If ‘dry tinder’ can survive a year, then epiyears with low mortality should be followed by epiyears with correspondingly high mortality and vice versa. Figure 2 shows that low mortality years are followed, with one exception, by years with higher mortality and that years of high mortality are followed, with several exceptions, by years with lower mortality. The increase or decrease in mortality from one epiyear to the next, however, is only weakly related to how low or high mortality is in the epiyear. Rypdal et al. [12] studied this.
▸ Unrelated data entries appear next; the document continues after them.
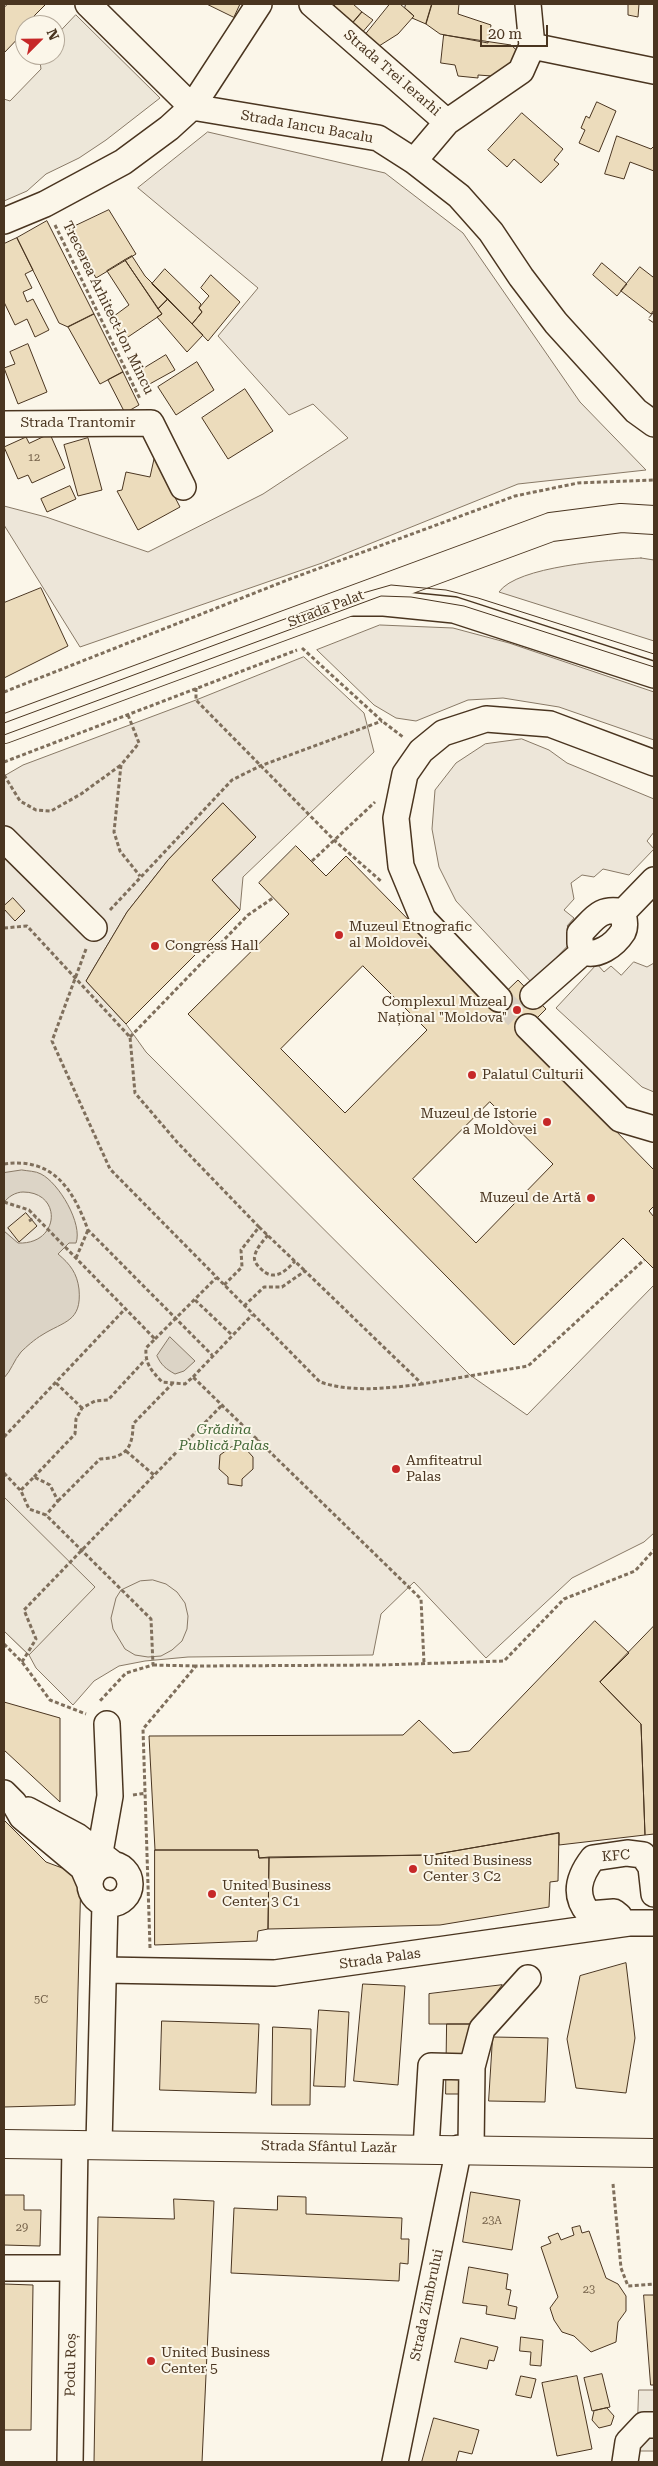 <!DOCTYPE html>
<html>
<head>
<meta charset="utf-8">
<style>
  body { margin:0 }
  #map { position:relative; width:658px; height:2466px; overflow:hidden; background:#fbf6e9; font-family:"Roboto Serif",serif }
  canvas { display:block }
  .frame { position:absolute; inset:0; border:5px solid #4a3520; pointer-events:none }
  .north { position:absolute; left:15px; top:15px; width:50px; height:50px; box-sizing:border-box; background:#fbf6e9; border:1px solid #b4a999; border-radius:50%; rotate:67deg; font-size:14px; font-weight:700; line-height:20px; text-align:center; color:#4a3520 }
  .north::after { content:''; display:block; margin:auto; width:18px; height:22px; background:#c62828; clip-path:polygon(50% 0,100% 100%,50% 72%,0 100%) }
  .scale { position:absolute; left:480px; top:25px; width:68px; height:22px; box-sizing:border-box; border:2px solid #4a3520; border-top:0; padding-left:6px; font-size:15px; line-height:18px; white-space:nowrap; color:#4a3520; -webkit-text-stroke:4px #fbf6e9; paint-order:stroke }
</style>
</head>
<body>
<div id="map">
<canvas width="658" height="2466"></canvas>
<div class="frame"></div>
<div class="north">N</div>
<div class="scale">20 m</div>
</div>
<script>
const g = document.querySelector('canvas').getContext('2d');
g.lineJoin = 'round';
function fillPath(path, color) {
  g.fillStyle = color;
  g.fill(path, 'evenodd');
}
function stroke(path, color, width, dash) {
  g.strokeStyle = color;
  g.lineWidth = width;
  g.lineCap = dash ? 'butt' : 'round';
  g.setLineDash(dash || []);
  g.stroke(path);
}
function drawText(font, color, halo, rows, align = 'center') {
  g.font = font + ' "Roboto Serif",serif';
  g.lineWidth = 4;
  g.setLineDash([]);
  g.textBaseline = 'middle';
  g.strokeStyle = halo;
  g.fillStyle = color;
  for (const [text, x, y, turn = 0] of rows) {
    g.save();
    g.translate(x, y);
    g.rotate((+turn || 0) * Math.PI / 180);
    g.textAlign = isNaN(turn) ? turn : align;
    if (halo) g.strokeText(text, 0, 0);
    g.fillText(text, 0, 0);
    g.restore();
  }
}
const green = new Path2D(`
  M208 132 385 173 463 233 580 402 646 470 518 484 322 563 80 647 4 525V506L46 517 148 552 263 494 348 438 313 404 289 415 218 336 258 288 138 188Z
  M641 558 654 560V641L499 592C517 566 610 560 641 558Z
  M380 625 453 628 509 643 654 692V740L559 707 503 698 468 700 416 721 396 718 374 705 317 650Z
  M304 657 364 713 374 752 243 877 240 910 212 880 256 837 223 803 168 860 127 912 86 981 126 1024 146 1052 470 1375 527 1415 654 1285V1533L644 1542 572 1578 486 1658 414 1582 381 1614 373 1655 188 1657 145 1661 119 1666 94 1681 73 1705 36 1668 29 1655 4 1631V776L23 765 196 700Z
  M522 739 549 750 567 763 654 799V832L647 841 654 849 629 875 603 869 594 877 582 875 571 883 574 899 564 910 574 918 567 926 577 936 532 983 456 901 439 867 432 829 435 790 456 763 485 744Z
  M634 962 647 967 654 963V1092L642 1087 556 1008 597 964 604 972 611 966 621 975Z`);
const parking = new Path2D(`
  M76 15 160 98 106 140 79 158 46 174 27 191 4 201V99L10 101 41 69 39 55H55V37Z
  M4 1497 95 1587 29 1655 4 1631Z
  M153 1580 166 1584 177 1592 185 1603 188 1616 187 1629 182 1641 172 1650 161 1656 148 1657 135 1655 125 1649 113 1629 111 1618 116 1598 121 1590 140 1581Z
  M639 2390H654V2451H637Z`);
const water = new Path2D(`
  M22 1170C27 1171 36 1171 41 1174 59 1183 83 1224 76 1243H69L58 1254C70 1264 77 1273 79 1289 82 1322 64 1321 42 1335 35 1339 26 1347 21 1352 14 1360 11 1371 4 1378V1231L18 1243C60 1245 63 1192 23 1192 16 1192 7 1197 4 1203V1173Z
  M170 1337 195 1361 184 1371 175 1374C166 1369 161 1365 157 1356Z`);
const building = new Path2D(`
  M8 4H46L30 20 32 23 25 25V31L4 53V8Z
  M207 4H240L234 17Z
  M336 4H353L362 12 350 26 331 10Z
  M390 4H400L414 16 398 34 379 46 366 34Z
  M406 4H432L426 24 412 18 414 16 405 8Z
  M432 4H459L458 14 491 25 488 43 440 34 426 24Z
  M619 4H639L638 17 628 15V5Z
  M362 12 373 20 360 35 350 26Z
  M444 35 511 45 526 59 506 77 478 75V78L458 76 455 65 441 63Z
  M597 102 616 111 599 152 579 143 585 130 581 128 586 116 589 118Z
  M522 113 563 149 554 160 559 164 541 183 514 159 507 167 488 150Z
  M617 136 651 149 654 146V171L630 162 624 179 605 174Z
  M109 210 136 254 96 278 69 229Z
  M47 221 94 314 68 327 59 323 17 238Z
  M17 238 33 270 25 274 32 288 23 292 27 302 33 299 49 330 35 337 27 319 15 325 4 302V244Z
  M132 256 145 276 168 299 158 309 125 260Z
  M125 260 162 314 125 339 110 319 129 305 107 271Z
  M602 263 627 284 617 296 593 275Z
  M640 267 653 277 654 275V310L651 314 621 291Z
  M165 269 201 304 199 308 202 312 192 324 152 284Z
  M211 275 240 302 208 341 192 324 202 312 199 308 209 296 201 288Z
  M168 299 203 335 187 352 157 317 162 314 158 309Z
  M94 314 123 372 100 384 68 327Z
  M28 344 47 392 18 404 4 368 15 364 10 352Z
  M166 355 175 370 146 386 138 372Z
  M197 362 214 390 176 415 158 387Z
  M123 372 139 405 125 413 108 380Z
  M245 389 273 431 228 459 202 418Z
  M50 434 65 468 32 483 28 475 18 479 4 447 26 437 29 443Z
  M88 438 102 490 78 496 64 445Z
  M162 458 165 478 180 507 138 530 117 491 122 490 126 472 150 477 154 459Z
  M70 486 76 499 47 512 41 499Z
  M41 588 68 646 4 678V603Z
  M223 803 256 837 212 880 240 910 126 1024 86 981 127 912 168 860Z
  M296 846 326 876 346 856 492 1005 518 980 546 1009 521 1034 654 1170V1206L649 1211 654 1217V1269L623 1238 514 1345 188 1014 289 914 259 883ZM363 966 427 1030 345 1113 281 1049ZM490 1102 553 1164 476 1243 413 1179Z
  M13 898 25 911 15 921 4 909V906Z
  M26 1213 37 1226 19 1242 8 1228Z
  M243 1446 253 1457V1469L242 1479V1486L228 1484V1477L219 1469 220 1455 231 1447Z
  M595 1621 629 1653 600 1682 641 1724 645 1835 559 1845V1833L431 1855 259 1858 258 1850H155L149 1736 403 1735 419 1720 453 1753 469 1751Z
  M654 1626V1834L645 1835 641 1724 600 1682Z
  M4 1702 60 1718V1802L4 1750Z
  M4 1820 46 1862 81 1875 75 2105 4 2107Z
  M559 1833 558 1881 550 1882 549 1907 440 1925 268 1929 269 1857 431 1855Z
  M155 1850H258L259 1858 269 1857 268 1929 258 1931 257 1941 155 1945Z
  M626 1963 635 2038 626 2093 576 2088 567 2039 580 1976Z
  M363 1984 405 1986 398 2085 354 2081Z
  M502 1985 474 2024H429V1994Z
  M319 2010 349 2012 345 2087 314 2086Z
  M162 2021 259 2024 256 2093 160 2090Z
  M447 2024H474L473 2094H446Z
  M273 2027 311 2029 310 2105H272Z
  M493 2037 548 2038 545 2102 489 2101Z
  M471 2192 520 2200 512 2250 463 2242Z
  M4 2195H24V2210H41L40 2246 4 2245Z
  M278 2196 306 2197V2214L402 2218 401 2239H409L408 2264 400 2263 399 2281 231 2273 234 2208 277 2210Z
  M174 2199 214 2201 202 2462H94L98 2217 174 2219Z
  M580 2226 582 2233 589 2231 606 2278 618 2284 626 2296V2311L618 2322 616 2342 591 2352 574 2336 562 2332 554 2320 550 2308 558 2297 541 2247 551 2243 548 2237 558 2233 561 2240 574 2235 572 2228Z
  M469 2267 508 2274 506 2289 511 2290 508 2305 517 2307 515 2319 486 2314 487 2306 463 2303Z
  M4 2284 33 2285 31 2430H4Z
  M644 2295H654V2385H651Z
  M521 2337 543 2340 541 2366 530 2365 531 2352 520 2351Z
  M461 2338 498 2347 494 2361 489 2360 487 2369 455 2362Z
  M602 2374 610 2407 592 2411 584 2378Z
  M521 2376 536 2379 531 2398 516 2395Z
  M577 2376 592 2449 557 2456 542 2383Z
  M607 2408 614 2416 611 2425 599 2428 592 2420 594 2411Z
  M434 2418 479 2430 472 2454 459 2451 456 2462H422Z`);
const minorTunnel = new Path2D(`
  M499 999 528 1027`);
const path = new Path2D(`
  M55 225 140 399
  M302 648 382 721 403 737
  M196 688V700L334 840 382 882
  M4 692 290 579 515 496 578 483 654 480
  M128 715 139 743 121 765 114 832 120 851 140 876
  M4 762 297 650
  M4 775 20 801 36 810 51 811 81 794 121 765
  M312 861 375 802
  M110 910 232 780 260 766 382 721
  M4 928 27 926 130 1037 135 1093 177 1142 259 1227 241 1250 242 1267 223 1286
  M86 949 52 1041 110 1169 320 1382C353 1393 388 1388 422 1384
  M130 1037 248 915 273 898
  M4 1164C53 1157 73 1189 88 1230L212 1355
  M4 1202 29 1210 155 1339 146 1348C145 1364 151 1370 162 1382L185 1384 193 1377 421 1599 424 1663
  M29 1221 36 1217
  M259 1227 305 1271
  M268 1235C263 1241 257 1247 255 1255 253 1260 256 1264 260 1268 273 1282 284 1273 295 1261
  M76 1258 88 1230
  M195 1300 232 1335
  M244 1306 264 1287H282L305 1271 422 1384 528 1366 644 1260
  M155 1339 216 1278
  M193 1377 252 1315
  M56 1383 82 1408
  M4 1437 125 1309
  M248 1450 258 1439
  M126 1451 154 1475
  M4 1473 21 1491 29 1509 46 1515 151 1619 153 1665 126 1673 99 1702
  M34 1477 75 1434 76 1419 82 1408 95 1401 108 1400 145 1360
  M21 1490 34 1477 50 1485 58 1501 46 1515
  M58 1501 100 1459C125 1458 133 1449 133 1424L172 1384
  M4 1644 22 1662 50 1700 86 1714
  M22 1662 36 1639 24 1610 223 1404
  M153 1665 196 1666
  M133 1795 146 1793
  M150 1948 143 1729 196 1666 381 1665 504 1661 564 1599 635 1571 654 1550
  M613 2184 621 2268 628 2286 654 2284`);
const minor = new Path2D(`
  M88 4 192 107 378 138 414 161 459 196 491 232 521 277 556 323 636 411 654 424
  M312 4 447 122 521 71 532 46 528 4
  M532 46 654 71
  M414 161 447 122
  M4 221 45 204 123 162 169 128 192 107 259 4
  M4 424 151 423 183 487
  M353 603H384L454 610 654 675
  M4 839 94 928
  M583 952C597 957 614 946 623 932 626 926 624 919 623 912
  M533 996 583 952 580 943V933C595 918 600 907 623 912L654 880
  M499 999 423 919 401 866 396 818 405 774 421 751 443 733 486 719 550 724 654 763
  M528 1027 620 1119 654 1129
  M4 1793 14 1803 22 1817 83 1868 90 1884
  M28 1810 77 1836 112 1863
  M90 1884a20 20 0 1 1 40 0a20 20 0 1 1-40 0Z
  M97 1869 110 1796 107 1724
  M619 1916 614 1912 589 1914C573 1895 579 1876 593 1858L627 1853 643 1855 651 1867 654 1894
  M104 1970 275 1973 629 1923H654
  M472 2067 482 2029 528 1978
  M99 2144 105 1903
  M426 2148 431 2066 472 2067 471 2149
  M4 2268H71
  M70 2462 75 2144
  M395 2462 459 2148
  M625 2462 628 2442 644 2425H654`);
const major = new Path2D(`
  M4 729 551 527 621 518 654 520
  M4 2144 654 2153`);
const tram = new Path2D(`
  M4 723 328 603 391 585 446 590 478 598 654 654
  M4 735 381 596 411 597 464 606 654 667`);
const fence = new Path2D(`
  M653 313 648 319 654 323`);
const markers = [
  [339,935,5,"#c62828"],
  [155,946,5,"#c62828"],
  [517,1010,5,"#c62828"],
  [472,1075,5,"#c62828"],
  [547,1122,5,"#c62828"],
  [591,1198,5,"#c62828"],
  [396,1469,5,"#c62828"],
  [413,1869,5,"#c62828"],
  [212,1894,5,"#c62828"],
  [151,2361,5,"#c62828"]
];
const numberNames = [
  ["12",34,458],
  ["5C",41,2000],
  ["23A",492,2221],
  ["29",22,2228],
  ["23",589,2290]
];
const streetNames = [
  ["Strada Trei Ierarhi",392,73,41],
  ["Strada Iancu Bacalu",307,127,10],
  ["Trecerea Arhitect Ion Mincu",108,308,64],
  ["Strada Trantomir",78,423],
  ["Strada Palat",326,609,-21],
  ["KFC",616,1856,-5],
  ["Strada Palas",380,1959,-8],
  ["Strada Sfântul Lazăr",329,2147,1],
  ["Strada Zimbrului",427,2305,-78],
  ["Podu Roș",71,2365,-89]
];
const poiNames = [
  ["Muzeul Etnografic",349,927],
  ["al Moldovei",349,943],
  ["Congress Hall",165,946],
  ["Complexul Muzeal",507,1002,"right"],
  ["Național \"Moldova\"",507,1018,"right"],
  ["Palatul Culturii",482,1075],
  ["Muzeul de Istorie",537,1114,"right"],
  ["a Moldovei",537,1130,"right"],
  ["Muzeul de Artă",581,1198,"right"],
  ["Amfiteatrul",406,1461],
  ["Palas",406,1477],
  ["United Business",423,1861],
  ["Center 3 C2",423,1877],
  ["United Business",222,1886],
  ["Center 3 C1",222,1902],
  ["United Business",161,2353],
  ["Center 5",161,2369]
];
const parkNames = [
  ["Grădina",224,1430],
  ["Publică Palas",224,1446]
];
fillPath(green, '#ede6d9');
stroke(green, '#887966', 1);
fillPath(parking, '#ede7d9');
stroke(parking, '#887966', 1);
fillPath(water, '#dcd4c6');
stroke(water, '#887966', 1);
fillPath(building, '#ecdcbc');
stroke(building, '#4a3520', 1);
stroke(minorTunnel, '#d8cfc1', 25, [25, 12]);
stroke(minor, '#4a3520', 28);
stroke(major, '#4a3520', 30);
stroke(path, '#7f6f5c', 3, [4, 2.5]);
stroke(minor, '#fbf6e9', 25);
stroke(major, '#fbf6e9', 28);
stroke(tram, '#4a3520', 1);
stroke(fence, '#4a3520', 1, [6, 2.5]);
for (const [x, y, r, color] of markers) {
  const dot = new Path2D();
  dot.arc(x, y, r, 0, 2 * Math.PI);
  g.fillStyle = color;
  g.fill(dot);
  stroke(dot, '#fbf6e9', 2);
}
drawText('11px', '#725f47', null, numberNames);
drawText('14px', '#4a3520', '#fbf6e9', streetNames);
drawText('14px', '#4a3520', '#fbf6e9', poiNames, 'left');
drawText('italic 14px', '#436837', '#fbf6e9', parkNames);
</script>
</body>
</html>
The most striking jump from low to high death counts occurred in Sweden from 2018–2019 to 2019–2020 (Figure 2). Low mortality in the first period of 2018–2019 was, however, followed by low mortality rather than high mortality in the second period. The low mortality for 2018–2019 was followed by low rather than high mortality in the first part of 2019–2020. An explanation is needed regarding how the purported ‘dry tinder’ of 2018–2019 survived to the spring of 2020. If the very frail who survived through June 2019 faced a 50% hazard of mortality, then almost a third of them (1–exp(–0.50×37/50)=31%) would have died over the 37 weeks before week 11 in 2020. If during the first wave their hazard of mortality increased by a factor of 1.5, raising their annual risk of death to 75%, only a fraction would have died in the 15 weeks from 11 March to June: 1–exp(–0.75×15/52)=19%.
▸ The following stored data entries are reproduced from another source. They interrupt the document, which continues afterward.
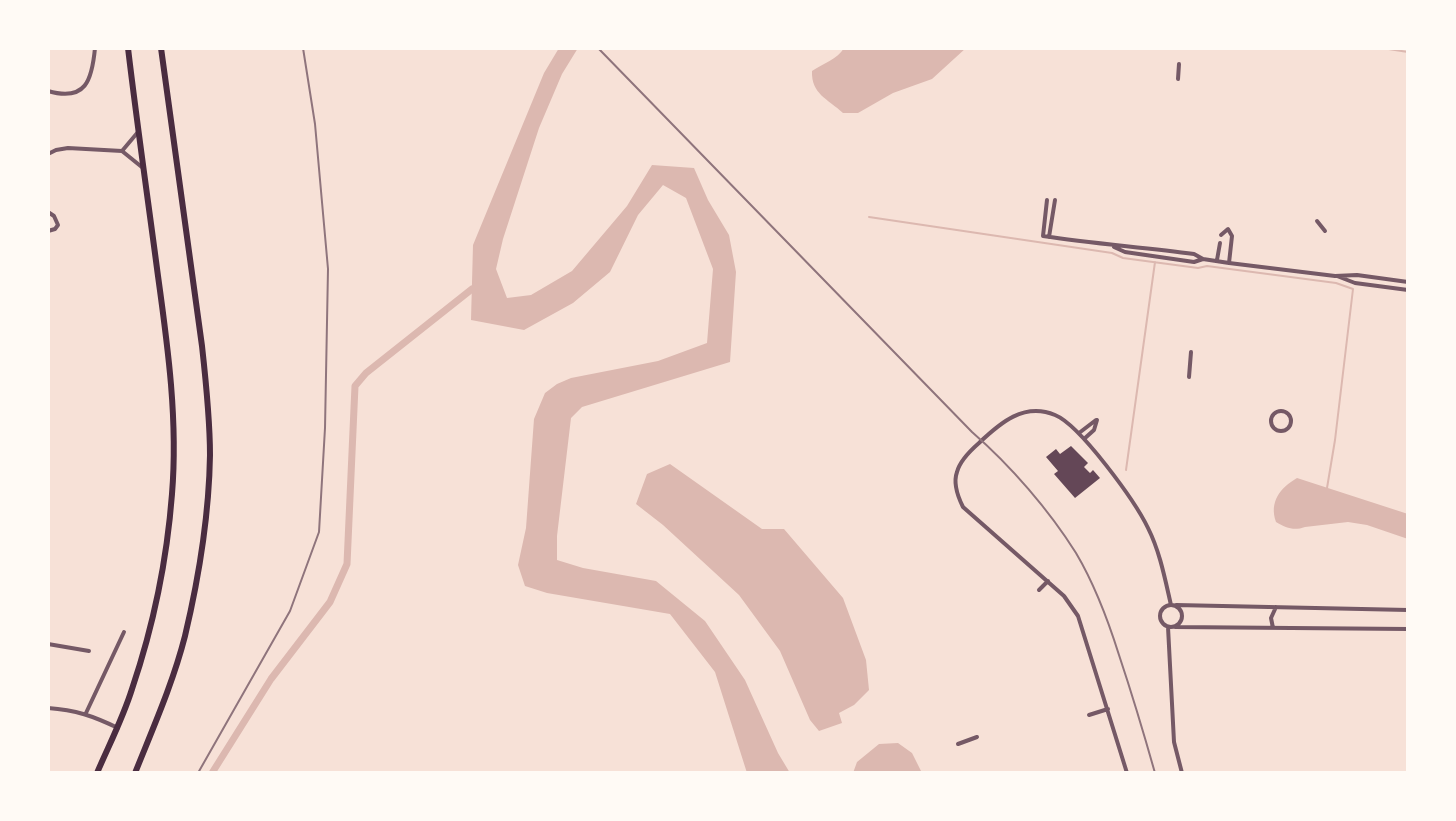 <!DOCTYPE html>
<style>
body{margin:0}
#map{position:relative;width:1456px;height:821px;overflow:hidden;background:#f7e1d7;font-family:"DM Sans",sans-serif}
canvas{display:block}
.frame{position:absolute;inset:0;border:50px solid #fffaf5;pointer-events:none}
</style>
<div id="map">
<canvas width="1456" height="821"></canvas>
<div class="frame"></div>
</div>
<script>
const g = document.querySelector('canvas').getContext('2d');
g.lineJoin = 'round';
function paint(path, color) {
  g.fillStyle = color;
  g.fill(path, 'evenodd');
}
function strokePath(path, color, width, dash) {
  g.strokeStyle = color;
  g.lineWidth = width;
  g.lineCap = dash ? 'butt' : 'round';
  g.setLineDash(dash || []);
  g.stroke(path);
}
paint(new Path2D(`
 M 559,48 L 578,48 L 562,74 L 539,128 L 503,239 L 496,269 L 507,298 L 531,295 L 572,271 L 627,206 L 652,165 L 694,168 L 708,200 L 729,235 L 736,272 L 730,362 L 582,407 L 571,418 L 557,536 L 557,560 L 583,568 L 656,581 L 705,621 L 745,680 L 778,753 L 790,773 L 747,773 L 715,672 L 670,614 L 547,593 L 525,586 L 518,565 L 526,528 L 534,419 L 545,393 L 557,384 L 571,378 L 658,361 L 707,343 L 713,269 L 686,198 L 663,185 L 638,215 L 610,272 L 573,303 L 524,330 L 471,320 L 473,245 L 544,73 Z
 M 844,48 L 966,48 L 932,79 L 893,93 L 858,113 L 843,113 C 828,99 811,94 812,71 C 822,64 838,59 844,48 Z
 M 670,464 L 762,529 L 784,529 L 843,598 L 866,660 L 869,690 L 854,705 L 839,713 L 842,723 L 819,731 L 810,720 L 780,651 L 739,595 L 663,525 L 636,504 L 647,474 Z
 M 1297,478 L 1408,514 L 1408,539 L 1367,525 L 1348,522 L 1305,527 C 1294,531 1286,528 1276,522 C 1269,502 1280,488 1297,478 Z
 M 898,743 L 912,753 L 922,773 L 853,773 L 857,762 L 879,744 Z`), '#dcb8b0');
strokePath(new Path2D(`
 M 1382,48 L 1408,52
 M 869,217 L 1112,253 L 1123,258 L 1198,268 L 1207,266 L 1336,283 L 1353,289 L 1335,440 L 1327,488
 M 1126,470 L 1155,262`), '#dcb8b0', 2);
strokePath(new Path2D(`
 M 212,773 L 271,679 L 330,602 L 347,564 L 355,386 L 366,373 L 472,289`), '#dcb8b0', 7);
paint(new Path2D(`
 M 1071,446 L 1088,463 L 1084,467 L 1090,473 L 1093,470 L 1100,478 L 1075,498 L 1054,474 L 1058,471 L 1046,457 L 1056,449 L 1060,454 Z`), '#644757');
strokePath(new Path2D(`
 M 1178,79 L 1179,64
 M 48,91 C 86,102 92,80 95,48
 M 122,151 L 138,132
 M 48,154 L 56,150 L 68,148 L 122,151 L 143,168
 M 1047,200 L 1043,236 C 1094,244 1144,247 1194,254 L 1203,259 L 1229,263 L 1335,276 L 1357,275 L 1408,282
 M 48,212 L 54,216 L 58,225 L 55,229 L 48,231
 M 1317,221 L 1325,231
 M 1221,235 L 1228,229 L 1232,236 L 1229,263
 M 1049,237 L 1055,200
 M 1114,247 L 1125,252 L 1194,262 L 1203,259
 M 1217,260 L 1220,243
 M 1337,276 L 1355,283 L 1408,290
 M 1189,377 L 1191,352
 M1271 421a10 10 0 1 1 20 0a10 10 0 1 1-20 0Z
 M 1079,433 L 1096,420
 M 1084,439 L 1094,430 L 1097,420
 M 1039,590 L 1048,581
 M1160 616a11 11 0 1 1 22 0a11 11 0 1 1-22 0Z
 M 1176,605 L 1408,610
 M 1168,627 L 1174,742 L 1182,773
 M 1175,627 L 1408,629
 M 1273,628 L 1271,618 L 1276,607
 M 48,644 L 89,651
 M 48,708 C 76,710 93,716 118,728
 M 86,713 L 124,632
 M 1089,715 L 1108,709
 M 958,744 L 977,737
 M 1127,773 L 1078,616 L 1064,596 L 963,507 C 958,497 953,483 957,472 C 960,460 971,450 979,443 C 1000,423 1024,402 1055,415 C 1080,425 1135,501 1148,528 C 1160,552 1165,579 1171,605`), '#755966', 4);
strokePath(new Path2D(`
 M 97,773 C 109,745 123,718 132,689 C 153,627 167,559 172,494 C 178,421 168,348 158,276 C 148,200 137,124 128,48
 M 135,773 C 153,728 173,683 185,636 C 199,577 209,516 210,455 C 210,419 206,382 202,346 L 161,48`), '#4a2c40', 6);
strokePath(new Path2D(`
 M 598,48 L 972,432 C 1011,466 1049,510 1076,553 C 1095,585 1108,620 1119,655 C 1132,694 1144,734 1155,773
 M 198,773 L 290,611 L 319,532 L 325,428 L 328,269 L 315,124 L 303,48`), '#8f747c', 2);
</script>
Half of all excess deaths in Sweden and 60% of female excess deaths struck people aged >85 years. This concentration of mortality at the highest ages lends some plausibility to the ‘dry tinder’ hypothesis, but the data and calculations above suggest that ‘dry tinder’ can only account for a fraction of excess Swedish mortality. Furthermore, the risk of death during the first COVID-19 wave rose 29% for Swedish women aged >85 years but only 5% for Danish women aged >85 years [8]. Why there was so much more purported dry tinder in Sweden requires explanation. The risk discrepancy seems more likely to result from differences between Sweden and Denmark in how care and housing for the elderly are organised, coupled with a less successful Swedish strategy of shielding the elderly [13]. This interacts with the dry tinder hypothesis: if Sweden had a lot of dry tinder, perhaps Sweden should have made special efforts to protect those >85 years of age.

After the pandemic years, mortality in Sweden might be modified in two opposite directions. If the dry tinder hypothesis were true, mortality should decrease. Causes of deaths neglected by delay of treatment might increase.

Conclusions

Some of the excess deaths in Sweden during the first COVID-19 wave were among people whose deaths were averted in previous months. This dry tinder hypothesis probably explains a fraction of high Swedish mortality compared to the much lower Danish levels. Further research is needed to estimate the magnitude of the effect. It seems clear, however, that most of the Swedish disadvantage was due to policy differences between Sweden and Denmark.